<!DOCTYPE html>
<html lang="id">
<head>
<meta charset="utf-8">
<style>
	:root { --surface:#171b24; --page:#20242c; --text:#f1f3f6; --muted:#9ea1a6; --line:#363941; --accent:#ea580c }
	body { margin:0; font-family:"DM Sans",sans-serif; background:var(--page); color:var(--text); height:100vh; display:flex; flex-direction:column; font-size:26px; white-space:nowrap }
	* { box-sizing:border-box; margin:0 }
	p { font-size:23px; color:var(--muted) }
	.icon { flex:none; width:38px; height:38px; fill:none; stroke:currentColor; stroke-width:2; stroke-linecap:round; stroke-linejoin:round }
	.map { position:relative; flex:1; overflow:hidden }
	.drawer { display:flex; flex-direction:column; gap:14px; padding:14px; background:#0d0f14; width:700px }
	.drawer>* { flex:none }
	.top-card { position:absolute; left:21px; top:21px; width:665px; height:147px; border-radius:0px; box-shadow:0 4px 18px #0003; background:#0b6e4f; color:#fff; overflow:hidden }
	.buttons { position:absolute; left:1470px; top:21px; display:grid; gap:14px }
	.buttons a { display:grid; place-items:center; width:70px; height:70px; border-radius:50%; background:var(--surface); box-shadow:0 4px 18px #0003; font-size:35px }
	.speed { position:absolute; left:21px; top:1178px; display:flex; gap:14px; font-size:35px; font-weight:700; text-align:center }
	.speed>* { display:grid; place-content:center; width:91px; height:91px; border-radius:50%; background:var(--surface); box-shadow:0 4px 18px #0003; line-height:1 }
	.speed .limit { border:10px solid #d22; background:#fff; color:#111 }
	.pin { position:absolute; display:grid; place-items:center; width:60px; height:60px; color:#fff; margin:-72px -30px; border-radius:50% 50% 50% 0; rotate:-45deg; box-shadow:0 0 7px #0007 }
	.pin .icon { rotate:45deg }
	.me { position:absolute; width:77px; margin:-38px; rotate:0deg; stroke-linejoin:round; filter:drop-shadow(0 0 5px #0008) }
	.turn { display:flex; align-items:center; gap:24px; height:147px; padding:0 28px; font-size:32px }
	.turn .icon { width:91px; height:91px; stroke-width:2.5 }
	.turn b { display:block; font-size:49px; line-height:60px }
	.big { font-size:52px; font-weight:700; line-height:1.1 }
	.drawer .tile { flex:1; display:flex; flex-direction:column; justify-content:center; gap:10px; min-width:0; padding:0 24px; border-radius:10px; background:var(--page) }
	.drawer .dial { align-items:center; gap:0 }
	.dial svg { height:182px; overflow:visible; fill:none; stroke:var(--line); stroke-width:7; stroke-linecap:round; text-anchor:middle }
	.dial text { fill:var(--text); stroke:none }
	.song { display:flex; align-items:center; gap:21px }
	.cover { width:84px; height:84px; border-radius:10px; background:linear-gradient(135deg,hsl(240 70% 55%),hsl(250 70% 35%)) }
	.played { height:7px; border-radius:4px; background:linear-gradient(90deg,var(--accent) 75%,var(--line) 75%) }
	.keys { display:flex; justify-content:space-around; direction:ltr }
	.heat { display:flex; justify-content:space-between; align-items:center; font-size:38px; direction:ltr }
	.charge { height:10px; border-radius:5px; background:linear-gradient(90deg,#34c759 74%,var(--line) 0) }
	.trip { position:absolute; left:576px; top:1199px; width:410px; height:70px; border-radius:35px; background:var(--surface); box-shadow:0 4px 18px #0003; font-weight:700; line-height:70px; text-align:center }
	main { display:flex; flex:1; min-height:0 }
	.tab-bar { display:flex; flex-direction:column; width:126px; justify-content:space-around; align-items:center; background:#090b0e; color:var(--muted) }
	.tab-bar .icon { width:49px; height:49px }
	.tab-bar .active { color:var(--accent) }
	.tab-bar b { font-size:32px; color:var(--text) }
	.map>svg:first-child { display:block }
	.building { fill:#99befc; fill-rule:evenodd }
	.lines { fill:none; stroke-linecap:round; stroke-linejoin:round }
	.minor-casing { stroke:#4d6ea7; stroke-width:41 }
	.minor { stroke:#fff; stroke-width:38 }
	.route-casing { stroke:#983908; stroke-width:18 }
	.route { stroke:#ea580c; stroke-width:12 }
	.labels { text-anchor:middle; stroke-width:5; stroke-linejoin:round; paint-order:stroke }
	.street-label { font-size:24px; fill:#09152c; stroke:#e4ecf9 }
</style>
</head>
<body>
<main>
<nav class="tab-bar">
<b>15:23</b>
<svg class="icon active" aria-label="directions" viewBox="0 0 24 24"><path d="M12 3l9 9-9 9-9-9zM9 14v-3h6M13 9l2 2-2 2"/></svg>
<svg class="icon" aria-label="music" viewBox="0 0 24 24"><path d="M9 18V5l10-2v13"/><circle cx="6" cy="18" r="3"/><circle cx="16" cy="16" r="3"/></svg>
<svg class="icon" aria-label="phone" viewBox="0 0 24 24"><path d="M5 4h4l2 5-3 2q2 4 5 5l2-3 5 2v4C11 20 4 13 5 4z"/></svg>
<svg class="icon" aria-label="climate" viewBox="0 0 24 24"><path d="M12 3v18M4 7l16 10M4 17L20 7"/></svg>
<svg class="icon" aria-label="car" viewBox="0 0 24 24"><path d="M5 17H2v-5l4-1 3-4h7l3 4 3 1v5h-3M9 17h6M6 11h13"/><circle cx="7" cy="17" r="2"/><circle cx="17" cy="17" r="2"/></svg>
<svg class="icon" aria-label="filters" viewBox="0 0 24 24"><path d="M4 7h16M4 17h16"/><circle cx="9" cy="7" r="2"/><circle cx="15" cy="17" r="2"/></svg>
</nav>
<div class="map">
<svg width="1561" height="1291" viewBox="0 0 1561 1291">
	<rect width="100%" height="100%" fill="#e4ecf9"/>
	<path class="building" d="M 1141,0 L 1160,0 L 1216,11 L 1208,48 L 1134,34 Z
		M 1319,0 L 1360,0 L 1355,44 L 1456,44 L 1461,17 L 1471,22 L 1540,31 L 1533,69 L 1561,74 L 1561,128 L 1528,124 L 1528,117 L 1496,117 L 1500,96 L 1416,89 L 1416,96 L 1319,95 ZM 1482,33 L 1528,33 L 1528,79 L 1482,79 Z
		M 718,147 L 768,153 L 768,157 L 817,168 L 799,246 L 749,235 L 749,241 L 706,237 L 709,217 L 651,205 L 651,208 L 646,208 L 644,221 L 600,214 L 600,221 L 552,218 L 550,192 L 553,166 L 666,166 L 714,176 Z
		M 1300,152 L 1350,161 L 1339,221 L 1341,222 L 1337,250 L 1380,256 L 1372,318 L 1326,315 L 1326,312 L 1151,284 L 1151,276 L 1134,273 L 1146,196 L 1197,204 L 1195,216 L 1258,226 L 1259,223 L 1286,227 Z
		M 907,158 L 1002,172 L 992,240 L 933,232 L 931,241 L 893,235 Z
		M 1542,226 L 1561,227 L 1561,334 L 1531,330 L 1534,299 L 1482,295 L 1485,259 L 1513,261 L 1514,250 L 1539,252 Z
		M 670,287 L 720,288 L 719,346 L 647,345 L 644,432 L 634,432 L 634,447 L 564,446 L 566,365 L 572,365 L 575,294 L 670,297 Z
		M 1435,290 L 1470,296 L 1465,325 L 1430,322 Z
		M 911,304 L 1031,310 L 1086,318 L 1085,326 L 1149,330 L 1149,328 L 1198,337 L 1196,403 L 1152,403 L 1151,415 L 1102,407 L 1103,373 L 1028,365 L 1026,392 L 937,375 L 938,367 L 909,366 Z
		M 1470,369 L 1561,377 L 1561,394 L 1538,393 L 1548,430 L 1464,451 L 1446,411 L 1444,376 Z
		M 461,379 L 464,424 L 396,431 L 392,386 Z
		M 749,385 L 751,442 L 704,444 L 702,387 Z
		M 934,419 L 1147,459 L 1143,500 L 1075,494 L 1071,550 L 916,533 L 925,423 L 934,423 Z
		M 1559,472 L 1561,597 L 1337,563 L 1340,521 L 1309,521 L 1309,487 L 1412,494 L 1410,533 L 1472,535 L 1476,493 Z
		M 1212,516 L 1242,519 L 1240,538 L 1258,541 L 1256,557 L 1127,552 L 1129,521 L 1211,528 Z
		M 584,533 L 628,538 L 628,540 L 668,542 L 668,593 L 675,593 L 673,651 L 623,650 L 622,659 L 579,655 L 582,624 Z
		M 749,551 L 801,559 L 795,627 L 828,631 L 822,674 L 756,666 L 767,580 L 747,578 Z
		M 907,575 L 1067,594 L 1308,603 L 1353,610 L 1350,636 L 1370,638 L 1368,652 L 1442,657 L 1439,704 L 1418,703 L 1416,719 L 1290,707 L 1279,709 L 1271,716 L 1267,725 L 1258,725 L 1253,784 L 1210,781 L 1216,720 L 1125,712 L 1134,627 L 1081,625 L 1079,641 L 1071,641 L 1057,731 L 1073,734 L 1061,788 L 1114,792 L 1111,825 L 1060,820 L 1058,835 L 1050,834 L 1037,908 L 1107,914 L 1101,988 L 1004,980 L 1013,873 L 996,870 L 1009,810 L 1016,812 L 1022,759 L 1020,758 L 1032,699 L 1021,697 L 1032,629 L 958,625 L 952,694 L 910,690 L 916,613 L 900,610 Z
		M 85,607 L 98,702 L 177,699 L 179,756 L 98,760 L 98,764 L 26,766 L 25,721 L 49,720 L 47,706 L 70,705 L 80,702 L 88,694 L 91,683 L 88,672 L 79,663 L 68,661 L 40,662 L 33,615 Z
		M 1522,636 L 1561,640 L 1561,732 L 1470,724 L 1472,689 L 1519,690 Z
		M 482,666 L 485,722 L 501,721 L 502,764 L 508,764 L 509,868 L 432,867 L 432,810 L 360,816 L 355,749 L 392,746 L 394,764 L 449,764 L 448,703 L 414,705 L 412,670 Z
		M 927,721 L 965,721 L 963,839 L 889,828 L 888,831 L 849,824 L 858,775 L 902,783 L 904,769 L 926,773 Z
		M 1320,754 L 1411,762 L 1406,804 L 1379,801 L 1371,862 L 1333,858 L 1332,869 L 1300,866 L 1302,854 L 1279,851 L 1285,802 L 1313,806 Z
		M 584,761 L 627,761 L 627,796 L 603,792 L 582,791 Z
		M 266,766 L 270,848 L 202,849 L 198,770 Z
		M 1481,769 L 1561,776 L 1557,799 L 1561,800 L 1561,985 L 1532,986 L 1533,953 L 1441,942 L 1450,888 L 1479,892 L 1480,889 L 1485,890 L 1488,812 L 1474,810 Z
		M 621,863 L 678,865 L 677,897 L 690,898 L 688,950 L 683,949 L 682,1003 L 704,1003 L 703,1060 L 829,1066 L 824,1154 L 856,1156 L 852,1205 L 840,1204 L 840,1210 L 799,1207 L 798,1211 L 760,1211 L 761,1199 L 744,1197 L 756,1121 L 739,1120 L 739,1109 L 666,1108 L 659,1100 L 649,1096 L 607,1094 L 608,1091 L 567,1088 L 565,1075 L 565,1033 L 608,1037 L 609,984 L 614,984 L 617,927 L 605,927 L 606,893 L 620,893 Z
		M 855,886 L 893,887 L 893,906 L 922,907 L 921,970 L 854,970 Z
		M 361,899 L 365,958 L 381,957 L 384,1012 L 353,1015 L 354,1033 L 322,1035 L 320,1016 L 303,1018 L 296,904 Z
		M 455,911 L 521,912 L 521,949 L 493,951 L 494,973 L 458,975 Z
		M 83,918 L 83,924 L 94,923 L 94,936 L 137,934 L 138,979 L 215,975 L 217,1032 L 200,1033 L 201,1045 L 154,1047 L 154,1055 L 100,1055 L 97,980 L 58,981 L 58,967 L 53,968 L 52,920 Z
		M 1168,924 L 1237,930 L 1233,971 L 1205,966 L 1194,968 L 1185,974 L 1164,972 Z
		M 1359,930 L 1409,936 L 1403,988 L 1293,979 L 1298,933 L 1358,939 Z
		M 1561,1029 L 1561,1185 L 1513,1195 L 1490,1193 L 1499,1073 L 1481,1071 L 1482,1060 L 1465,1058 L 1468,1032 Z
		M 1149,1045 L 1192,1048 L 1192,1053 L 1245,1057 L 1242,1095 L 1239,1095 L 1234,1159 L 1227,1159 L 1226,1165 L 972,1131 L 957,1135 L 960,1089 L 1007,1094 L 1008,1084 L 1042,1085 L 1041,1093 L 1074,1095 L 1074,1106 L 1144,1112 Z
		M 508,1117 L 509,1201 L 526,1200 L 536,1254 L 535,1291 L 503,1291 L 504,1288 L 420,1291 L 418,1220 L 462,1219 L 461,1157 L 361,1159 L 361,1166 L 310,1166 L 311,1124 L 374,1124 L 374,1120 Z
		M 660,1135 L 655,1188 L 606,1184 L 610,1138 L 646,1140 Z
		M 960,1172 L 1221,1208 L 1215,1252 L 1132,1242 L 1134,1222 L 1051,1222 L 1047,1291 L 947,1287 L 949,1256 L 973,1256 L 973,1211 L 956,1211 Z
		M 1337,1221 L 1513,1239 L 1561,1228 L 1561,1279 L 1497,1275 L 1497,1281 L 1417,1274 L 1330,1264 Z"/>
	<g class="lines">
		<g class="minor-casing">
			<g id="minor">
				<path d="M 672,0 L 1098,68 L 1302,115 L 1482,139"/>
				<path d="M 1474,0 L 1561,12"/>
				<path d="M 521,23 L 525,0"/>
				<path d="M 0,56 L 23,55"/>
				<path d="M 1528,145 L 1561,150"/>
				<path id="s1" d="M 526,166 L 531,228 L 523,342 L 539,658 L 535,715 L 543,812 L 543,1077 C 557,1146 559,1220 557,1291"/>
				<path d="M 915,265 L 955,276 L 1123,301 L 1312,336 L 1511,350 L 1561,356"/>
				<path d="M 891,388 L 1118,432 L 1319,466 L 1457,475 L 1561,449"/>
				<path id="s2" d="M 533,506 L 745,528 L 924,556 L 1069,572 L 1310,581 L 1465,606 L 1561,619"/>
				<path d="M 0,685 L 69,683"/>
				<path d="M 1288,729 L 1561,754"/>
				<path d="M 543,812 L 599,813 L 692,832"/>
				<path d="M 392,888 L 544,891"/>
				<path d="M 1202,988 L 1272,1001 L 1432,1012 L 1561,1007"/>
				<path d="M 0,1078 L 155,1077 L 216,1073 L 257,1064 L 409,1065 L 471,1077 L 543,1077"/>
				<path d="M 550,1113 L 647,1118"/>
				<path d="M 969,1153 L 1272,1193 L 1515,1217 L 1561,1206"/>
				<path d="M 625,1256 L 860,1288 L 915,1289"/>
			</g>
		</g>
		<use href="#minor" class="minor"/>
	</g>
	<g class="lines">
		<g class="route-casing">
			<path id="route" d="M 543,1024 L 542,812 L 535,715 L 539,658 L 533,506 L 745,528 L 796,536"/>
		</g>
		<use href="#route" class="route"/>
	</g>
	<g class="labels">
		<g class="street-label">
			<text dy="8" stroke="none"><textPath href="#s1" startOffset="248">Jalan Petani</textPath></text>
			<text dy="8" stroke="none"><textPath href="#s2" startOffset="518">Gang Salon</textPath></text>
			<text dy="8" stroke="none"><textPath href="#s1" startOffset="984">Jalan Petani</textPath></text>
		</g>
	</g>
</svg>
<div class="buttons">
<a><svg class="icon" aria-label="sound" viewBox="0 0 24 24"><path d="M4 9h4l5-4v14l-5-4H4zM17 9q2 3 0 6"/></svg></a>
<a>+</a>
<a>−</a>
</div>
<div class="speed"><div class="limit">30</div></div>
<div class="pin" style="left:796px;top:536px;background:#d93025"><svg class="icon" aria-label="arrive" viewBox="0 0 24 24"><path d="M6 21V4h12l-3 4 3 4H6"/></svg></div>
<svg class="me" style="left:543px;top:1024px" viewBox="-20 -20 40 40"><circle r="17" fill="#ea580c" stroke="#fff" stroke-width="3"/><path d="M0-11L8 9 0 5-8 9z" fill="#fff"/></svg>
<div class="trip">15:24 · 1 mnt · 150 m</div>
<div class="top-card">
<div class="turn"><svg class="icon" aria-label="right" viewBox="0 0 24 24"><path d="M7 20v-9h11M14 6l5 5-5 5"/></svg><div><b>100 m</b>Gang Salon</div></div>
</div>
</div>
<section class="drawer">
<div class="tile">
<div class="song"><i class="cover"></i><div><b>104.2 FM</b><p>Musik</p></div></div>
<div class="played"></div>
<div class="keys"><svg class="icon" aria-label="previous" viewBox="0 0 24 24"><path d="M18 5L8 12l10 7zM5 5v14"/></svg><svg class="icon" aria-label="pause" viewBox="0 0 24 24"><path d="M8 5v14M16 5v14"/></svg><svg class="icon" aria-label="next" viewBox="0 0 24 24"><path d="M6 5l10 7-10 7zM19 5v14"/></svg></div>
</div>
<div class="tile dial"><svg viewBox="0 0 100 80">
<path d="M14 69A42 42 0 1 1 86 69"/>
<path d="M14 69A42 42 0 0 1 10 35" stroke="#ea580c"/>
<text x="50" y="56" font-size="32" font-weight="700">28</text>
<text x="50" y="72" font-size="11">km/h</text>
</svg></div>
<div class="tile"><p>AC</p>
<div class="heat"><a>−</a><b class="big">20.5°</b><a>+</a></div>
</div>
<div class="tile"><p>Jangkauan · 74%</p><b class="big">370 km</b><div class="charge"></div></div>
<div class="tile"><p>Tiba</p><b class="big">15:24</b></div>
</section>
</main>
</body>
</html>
....................
**THE PROBLEM**
Out of the data above, transcribe exactly and only the lines starting with the line that has "4h4l2 5-3 2q2" and going on through the line that has "M 1319,0 L 1360,0", both included.

**RESPONSE TO THIS EXERCISE**
<svg class="icon" aria-label="phone" viewBox="0 0 24 24"><path d="M5 4h4l2 5-3 2q2 4 5 5l2-3 5 2v4C11 20 4 13 5 4z"/></svg>
<svg class="icon" aria-label="climate" viewBox="0 0 24 24"><path d="M12 3v18M4 7l16 10M4 17L20 7"/></svg>
<svg class="icon" aria-label="car" viewBox="0 0 24 24"><path d="M5 17H2v-5l4-1 3-4h7l3 4 3 1v5h-3M9 17h6M6 11h13"/><circle cx="7" cy="17" r="2"/><circle cx="17" cy="17" r="2"/></svg>
<svg class="icon" aria-label="filters" viewBox="0 0 24 24"><path d="M4 7h16M4 17h16"/><circle cx="9" cy="7" r="2"/><circle cx="15" cy="17" r="2"/></svg>
</nav>
<div class="map">
<svg width="1561" height="1291" viewBox="0 0 1561 1291">
	<rect width="100%" height="100%" fill="#e4ecf9"/>
	<path class="building" d="M 1141,0 L 1160,0 L 1216,11 L 1208,48 L 1134,34 Z
		M 1319,0 L 1360,0 L 1355,44 L 1456,44 L 1461,17 L 1471,22 L 1540,31 L 1533,69 L 1561,74 L 1561,128 L 1528,124 L 1528,117 L 1496,117 L 1500,96 L 1416,89 L 1416,96 L 1319,95 ZM 1482,33 L 1528,33 L 1528,79 L 1482,79 Z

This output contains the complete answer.